Jean-François Canevas, un vigneron du Jura : « Je préfère un vin vraiment bon pendant six mois plutôt qu’un vin dont on me dit qu’il sera bon pendant des années », cité in Les Ignorants d’Etienne Davodeau. C’est le récit d’un apprentissage, presque une école du vin, de ceux qui le font et de comment l’apprécier. La dégustation au-delà de la dégustation. L’oenologie au quotidien.
Dans Les Ignorants d’Etienne Davodeau, c’est la rencontre entre un auteur de BD et un vigneron.
Le premier propose au second de passer près d’un an à travailler chez lui. L’un et l’autre découvriront des univers de prime abord dissemblables mais finalement assez proches. Le chapitre 6 du livre vaut particulièrement le détour.

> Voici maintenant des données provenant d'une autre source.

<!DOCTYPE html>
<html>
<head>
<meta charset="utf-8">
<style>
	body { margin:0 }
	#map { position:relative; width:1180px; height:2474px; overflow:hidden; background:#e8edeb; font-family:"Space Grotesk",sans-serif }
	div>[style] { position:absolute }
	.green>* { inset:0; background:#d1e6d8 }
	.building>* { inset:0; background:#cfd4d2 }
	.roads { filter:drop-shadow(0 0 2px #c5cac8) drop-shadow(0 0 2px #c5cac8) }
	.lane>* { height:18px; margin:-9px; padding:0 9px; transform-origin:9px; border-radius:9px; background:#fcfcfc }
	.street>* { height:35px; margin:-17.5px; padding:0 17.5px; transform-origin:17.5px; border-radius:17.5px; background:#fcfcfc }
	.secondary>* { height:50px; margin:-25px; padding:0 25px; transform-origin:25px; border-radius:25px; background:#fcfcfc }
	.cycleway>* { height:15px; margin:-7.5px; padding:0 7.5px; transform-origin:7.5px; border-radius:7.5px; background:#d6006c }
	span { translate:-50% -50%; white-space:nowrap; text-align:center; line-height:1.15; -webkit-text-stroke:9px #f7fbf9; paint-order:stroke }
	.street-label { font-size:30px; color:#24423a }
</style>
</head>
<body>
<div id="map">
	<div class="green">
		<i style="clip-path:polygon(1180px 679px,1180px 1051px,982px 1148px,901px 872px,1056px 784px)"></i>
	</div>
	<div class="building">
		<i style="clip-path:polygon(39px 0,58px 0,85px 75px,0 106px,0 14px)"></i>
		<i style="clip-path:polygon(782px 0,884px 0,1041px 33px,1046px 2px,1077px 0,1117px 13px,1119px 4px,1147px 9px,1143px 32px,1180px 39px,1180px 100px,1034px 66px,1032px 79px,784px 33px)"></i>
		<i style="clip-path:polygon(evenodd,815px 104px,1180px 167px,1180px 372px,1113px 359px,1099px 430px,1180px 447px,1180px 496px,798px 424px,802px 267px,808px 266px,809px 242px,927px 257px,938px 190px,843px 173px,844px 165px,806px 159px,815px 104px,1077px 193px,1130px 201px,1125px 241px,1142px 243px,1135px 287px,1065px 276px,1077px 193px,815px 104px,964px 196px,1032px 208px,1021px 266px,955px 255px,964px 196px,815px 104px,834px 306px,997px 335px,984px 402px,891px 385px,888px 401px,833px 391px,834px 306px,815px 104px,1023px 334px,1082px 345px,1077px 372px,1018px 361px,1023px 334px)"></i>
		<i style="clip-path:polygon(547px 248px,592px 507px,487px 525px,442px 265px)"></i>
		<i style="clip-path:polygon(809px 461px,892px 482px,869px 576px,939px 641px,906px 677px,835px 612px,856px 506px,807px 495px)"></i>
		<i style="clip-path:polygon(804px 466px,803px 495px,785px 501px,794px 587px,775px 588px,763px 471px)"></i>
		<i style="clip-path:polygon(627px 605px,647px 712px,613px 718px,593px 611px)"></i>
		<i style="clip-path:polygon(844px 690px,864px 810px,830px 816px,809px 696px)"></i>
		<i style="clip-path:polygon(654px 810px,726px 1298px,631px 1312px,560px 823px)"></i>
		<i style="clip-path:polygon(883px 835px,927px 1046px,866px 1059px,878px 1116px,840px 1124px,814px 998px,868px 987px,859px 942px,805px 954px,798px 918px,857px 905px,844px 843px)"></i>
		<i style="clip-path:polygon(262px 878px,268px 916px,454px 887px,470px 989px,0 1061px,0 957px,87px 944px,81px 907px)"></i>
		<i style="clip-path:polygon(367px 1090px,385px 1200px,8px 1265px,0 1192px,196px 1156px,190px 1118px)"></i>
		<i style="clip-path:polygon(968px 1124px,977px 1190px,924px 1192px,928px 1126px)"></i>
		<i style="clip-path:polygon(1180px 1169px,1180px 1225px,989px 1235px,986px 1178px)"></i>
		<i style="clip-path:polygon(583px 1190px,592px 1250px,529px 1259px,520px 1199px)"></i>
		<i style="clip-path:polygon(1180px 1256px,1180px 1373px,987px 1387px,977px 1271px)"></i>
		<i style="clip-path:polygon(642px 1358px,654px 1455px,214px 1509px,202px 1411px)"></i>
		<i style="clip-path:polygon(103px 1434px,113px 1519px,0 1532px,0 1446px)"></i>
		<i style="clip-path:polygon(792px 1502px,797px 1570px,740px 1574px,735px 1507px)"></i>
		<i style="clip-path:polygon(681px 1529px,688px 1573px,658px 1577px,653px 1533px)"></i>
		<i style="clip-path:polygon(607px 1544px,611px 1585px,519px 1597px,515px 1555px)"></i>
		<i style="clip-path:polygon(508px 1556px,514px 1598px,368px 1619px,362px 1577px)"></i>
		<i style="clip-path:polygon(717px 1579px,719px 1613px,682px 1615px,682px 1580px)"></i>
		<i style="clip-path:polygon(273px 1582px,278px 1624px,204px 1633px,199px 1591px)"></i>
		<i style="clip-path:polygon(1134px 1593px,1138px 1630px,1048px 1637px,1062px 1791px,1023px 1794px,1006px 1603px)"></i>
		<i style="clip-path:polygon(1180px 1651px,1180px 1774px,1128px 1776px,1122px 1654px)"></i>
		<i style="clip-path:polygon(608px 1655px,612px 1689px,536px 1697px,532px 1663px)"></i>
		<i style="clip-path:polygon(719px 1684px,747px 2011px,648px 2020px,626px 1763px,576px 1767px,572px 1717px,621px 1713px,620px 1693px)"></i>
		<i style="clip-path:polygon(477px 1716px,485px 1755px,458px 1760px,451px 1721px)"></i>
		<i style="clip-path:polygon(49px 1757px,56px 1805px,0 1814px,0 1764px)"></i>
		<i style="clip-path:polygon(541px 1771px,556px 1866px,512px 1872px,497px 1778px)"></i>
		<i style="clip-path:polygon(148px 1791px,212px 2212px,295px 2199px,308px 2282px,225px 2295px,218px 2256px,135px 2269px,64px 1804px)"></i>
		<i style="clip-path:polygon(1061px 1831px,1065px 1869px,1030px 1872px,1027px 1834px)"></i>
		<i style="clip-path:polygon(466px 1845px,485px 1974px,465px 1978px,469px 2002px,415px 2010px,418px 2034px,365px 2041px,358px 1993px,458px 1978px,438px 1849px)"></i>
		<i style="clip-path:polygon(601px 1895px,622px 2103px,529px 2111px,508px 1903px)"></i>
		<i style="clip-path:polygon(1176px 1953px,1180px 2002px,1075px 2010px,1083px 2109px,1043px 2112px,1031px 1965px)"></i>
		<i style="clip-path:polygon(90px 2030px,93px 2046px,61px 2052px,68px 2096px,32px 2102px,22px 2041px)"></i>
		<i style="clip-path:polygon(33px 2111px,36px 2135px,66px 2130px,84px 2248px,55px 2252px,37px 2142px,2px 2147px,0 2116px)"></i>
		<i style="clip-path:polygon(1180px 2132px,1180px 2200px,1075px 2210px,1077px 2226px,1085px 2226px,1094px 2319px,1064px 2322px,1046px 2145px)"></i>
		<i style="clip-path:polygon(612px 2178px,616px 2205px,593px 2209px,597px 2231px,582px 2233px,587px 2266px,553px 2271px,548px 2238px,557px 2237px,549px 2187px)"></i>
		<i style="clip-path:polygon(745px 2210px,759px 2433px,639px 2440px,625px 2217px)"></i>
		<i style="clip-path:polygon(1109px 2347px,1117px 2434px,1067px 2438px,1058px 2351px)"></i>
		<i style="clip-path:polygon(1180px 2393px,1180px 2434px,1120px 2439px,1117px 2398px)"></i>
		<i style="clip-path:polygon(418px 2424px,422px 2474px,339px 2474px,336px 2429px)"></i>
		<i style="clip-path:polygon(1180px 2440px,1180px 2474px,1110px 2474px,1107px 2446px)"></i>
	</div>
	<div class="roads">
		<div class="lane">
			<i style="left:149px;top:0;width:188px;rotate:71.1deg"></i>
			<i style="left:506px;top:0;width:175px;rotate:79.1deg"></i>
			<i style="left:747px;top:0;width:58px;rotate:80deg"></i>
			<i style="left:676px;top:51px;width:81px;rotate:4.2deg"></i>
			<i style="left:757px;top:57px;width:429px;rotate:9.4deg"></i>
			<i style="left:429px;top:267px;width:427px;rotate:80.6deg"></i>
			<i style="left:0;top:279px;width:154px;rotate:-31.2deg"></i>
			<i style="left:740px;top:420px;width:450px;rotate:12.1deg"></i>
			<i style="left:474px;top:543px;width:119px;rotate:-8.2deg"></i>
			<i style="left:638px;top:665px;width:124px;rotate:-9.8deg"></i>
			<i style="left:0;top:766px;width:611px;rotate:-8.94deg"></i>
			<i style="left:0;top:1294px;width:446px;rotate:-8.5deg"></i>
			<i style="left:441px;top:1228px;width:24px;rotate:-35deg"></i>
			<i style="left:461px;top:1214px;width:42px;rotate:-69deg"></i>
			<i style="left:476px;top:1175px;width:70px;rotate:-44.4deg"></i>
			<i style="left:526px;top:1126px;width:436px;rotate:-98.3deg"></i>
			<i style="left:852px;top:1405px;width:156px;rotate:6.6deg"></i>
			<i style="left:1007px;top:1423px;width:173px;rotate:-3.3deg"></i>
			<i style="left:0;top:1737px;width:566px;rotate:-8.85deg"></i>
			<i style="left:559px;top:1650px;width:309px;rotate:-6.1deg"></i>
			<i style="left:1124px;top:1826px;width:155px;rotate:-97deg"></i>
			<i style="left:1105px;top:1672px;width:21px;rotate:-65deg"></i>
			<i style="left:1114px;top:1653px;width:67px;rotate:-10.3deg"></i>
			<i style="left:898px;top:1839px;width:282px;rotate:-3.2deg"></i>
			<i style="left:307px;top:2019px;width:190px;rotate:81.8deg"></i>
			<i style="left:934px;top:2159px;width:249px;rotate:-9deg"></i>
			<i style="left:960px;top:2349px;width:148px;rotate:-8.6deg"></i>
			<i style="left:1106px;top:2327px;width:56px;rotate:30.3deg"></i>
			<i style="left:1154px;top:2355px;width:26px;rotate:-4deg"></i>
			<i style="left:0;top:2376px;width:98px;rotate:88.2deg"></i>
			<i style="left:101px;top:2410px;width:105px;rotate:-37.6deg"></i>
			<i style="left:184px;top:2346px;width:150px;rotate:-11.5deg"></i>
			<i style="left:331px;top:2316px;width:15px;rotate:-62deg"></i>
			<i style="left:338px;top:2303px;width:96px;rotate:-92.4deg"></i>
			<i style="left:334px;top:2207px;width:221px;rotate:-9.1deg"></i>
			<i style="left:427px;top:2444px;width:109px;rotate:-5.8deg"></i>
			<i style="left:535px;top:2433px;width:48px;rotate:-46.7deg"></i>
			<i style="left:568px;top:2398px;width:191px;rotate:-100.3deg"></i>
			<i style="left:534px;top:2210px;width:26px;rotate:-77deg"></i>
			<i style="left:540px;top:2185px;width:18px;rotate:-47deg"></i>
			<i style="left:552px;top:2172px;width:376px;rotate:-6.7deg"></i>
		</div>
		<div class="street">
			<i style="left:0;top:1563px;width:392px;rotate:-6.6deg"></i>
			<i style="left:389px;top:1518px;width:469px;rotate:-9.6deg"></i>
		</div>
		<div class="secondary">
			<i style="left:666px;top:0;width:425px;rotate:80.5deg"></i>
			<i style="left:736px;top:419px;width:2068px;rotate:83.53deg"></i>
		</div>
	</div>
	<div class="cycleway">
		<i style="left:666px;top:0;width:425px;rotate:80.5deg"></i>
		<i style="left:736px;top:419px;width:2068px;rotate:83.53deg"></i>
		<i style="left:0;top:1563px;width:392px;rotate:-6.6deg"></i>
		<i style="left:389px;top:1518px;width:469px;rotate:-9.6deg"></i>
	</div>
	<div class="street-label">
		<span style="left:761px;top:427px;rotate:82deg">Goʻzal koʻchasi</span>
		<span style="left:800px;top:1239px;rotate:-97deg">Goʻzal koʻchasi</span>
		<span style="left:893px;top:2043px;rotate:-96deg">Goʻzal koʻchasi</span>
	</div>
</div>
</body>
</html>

Intitulé éloge de la bouse, l’auteur y décrit avec un brin d’ironie son initiation à la biodynamie. Un soir de juin 2010, préparation de la 500P, la bouse de corne. Richard Leroy, le vigneron : C’est de la bouse de vache qui a passé l’hiver dans des cornes, de vache aussi, enterrées. On pense que cette préparation améliore la vie du sol. Les quantités ? 100 grammes de la précieuse bouse et trente-six litres d’eau par hectare. Bref, sur un grand carré de 100 mètres sur 100 mètres, à savoir 10.000 mètres carrés, l’auteur rappelle judicieusement que c’est surtout de l’eau qu’on va pulvériser ….
La biodynamie ?
Initiée par Rudolf Steiner (1861 – 1925), un philosophe autrichien lors d’une série de conférences aux agriculteurs qu’il a données une année avant sa mort. Steiner a fondé la société anthoroposophique qui propose une vision supramatérialiste du monde et des relations entre les être vivants. La biodynamie refuse les engrais chimiques et les produits de synthèse. Elle va au-delà de l’agriculture biologique par la prise en compte des rythmes planétaires et lunaires et l’utilisation de préparation diluées à base végétale ou animale comme la fameuse 500P. Sans prendre position, Davodeau réussit l’exploit de nous faire comprendre la démarche. Se définissant lui-même comme cartésien, il conclut en rappelant le confort de la position d’ignorant.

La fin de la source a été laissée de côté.